● **Assignment**
Lines below that include the word "they" should each be copied.

(Stored data entries)
________________________
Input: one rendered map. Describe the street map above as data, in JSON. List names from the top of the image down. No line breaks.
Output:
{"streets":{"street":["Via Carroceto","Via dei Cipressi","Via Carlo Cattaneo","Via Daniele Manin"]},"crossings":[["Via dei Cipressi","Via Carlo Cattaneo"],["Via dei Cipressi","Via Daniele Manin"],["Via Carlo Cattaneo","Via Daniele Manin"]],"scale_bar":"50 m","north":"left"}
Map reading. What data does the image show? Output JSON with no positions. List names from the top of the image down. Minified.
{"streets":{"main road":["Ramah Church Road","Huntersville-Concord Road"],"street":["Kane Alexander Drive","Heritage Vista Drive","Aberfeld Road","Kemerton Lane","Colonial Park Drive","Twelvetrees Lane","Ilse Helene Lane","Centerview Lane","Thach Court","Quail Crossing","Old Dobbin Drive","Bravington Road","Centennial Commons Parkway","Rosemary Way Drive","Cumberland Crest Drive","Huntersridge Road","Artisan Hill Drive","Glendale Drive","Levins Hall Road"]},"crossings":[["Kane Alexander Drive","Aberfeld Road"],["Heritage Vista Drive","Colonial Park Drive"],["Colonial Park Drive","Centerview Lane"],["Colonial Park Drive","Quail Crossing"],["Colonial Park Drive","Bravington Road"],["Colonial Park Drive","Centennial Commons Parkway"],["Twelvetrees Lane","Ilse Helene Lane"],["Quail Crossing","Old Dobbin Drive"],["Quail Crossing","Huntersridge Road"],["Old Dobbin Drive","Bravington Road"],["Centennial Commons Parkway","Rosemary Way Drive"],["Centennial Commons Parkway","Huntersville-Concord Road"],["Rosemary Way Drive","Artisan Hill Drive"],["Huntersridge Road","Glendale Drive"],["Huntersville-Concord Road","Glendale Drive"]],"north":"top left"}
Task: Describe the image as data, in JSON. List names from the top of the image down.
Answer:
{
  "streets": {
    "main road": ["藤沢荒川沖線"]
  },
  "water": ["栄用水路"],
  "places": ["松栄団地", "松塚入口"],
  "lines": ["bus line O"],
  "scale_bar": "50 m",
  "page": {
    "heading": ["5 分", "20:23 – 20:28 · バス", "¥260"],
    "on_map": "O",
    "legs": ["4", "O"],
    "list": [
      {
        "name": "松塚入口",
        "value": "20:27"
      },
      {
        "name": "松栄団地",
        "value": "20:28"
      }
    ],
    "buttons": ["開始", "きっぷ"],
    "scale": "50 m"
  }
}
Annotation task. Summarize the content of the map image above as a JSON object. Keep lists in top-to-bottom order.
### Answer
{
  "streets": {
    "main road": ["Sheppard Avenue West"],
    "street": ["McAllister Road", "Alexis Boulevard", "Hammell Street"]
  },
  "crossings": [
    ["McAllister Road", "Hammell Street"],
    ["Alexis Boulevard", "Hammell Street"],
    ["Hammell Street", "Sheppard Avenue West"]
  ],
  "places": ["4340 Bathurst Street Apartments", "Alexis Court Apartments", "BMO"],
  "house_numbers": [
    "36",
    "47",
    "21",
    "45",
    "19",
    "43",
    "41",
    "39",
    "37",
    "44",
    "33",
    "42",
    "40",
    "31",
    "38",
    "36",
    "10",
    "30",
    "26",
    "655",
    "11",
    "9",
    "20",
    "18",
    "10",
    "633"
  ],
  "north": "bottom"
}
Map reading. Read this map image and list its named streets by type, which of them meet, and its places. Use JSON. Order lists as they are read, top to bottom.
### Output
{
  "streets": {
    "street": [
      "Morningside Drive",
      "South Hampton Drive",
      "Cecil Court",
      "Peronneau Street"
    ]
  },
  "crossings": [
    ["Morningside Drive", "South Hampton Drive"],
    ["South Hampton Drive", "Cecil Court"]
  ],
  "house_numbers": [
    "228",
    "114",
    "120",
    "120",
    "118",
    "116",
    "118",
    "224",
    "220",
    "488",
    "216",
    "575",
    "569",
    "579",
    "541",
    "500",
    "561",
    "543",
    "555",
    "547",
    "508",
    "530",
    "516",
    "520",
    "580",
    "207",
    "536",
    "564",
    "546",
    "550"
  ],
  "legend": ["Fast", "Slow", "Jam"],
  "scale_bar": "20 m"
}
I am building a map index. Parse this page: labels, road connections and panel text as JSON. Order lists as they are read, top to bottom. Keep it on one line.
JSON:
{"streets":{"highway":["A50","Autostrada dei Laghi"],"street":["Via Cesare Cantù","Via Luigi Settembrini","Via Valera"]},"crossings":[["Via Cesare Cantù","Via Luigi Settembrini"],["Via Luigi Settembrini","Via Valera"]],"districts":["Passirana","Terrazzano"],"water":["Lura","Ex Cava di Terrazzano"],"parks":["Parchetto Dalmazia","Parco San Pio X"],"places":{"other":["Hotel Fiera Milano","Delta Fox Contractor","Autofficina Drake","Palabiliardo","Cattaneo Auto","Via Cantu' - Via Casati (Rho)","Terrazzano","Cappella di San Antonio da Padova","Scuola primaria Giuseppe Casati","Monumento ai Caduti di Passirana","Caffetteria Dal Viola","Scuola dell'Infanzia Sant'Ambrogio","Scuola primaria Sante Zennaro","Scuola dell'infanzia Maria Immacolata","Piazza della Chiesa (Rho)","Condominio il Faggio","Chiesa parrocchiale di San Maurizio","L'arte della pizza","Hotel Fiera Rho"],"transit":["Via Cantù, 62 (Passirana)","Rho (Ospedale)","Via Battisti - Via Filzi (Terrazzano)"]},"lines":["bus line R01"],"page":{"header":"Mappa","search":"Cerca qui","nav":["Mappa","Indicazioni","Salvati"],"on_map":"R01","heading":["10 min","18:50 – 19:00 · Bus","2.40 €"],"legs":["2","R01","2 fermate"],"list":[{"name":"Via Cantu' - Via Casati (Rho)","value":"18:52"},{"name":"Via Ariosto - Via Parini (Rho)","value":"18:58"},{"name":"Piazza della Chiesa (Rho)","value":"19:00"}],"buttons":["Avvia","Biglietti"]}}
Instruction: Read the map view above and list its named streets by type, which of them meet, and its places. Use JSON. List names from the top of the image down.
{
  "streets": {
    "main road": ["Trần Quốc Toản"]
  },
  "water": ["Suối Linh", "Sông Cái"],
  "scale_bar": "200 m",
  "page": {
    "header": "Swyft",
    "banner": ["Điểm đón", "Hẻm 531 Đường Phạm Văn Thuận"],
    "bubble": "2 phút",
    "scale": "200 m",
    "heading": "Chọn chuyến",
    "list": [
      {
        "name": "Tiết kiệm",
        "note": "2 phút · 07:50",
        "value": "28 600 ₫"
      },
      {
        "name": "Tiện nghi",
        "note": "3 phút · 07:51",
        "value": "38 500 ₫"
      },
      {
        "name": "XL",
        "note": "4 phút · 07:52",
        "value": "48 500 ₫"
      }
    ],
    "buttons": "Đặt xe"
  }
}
________________________
● **Exercise response**
Map reading. Read this map image and list its named streets by type, which of them meet, and its places. Use JSON. Order lists as they are read, top to bottom.
I am building a map index. Parse this page: labels, road connections and panel text as JSON. Order lists as they are read, top to bottom. Keep it on one line.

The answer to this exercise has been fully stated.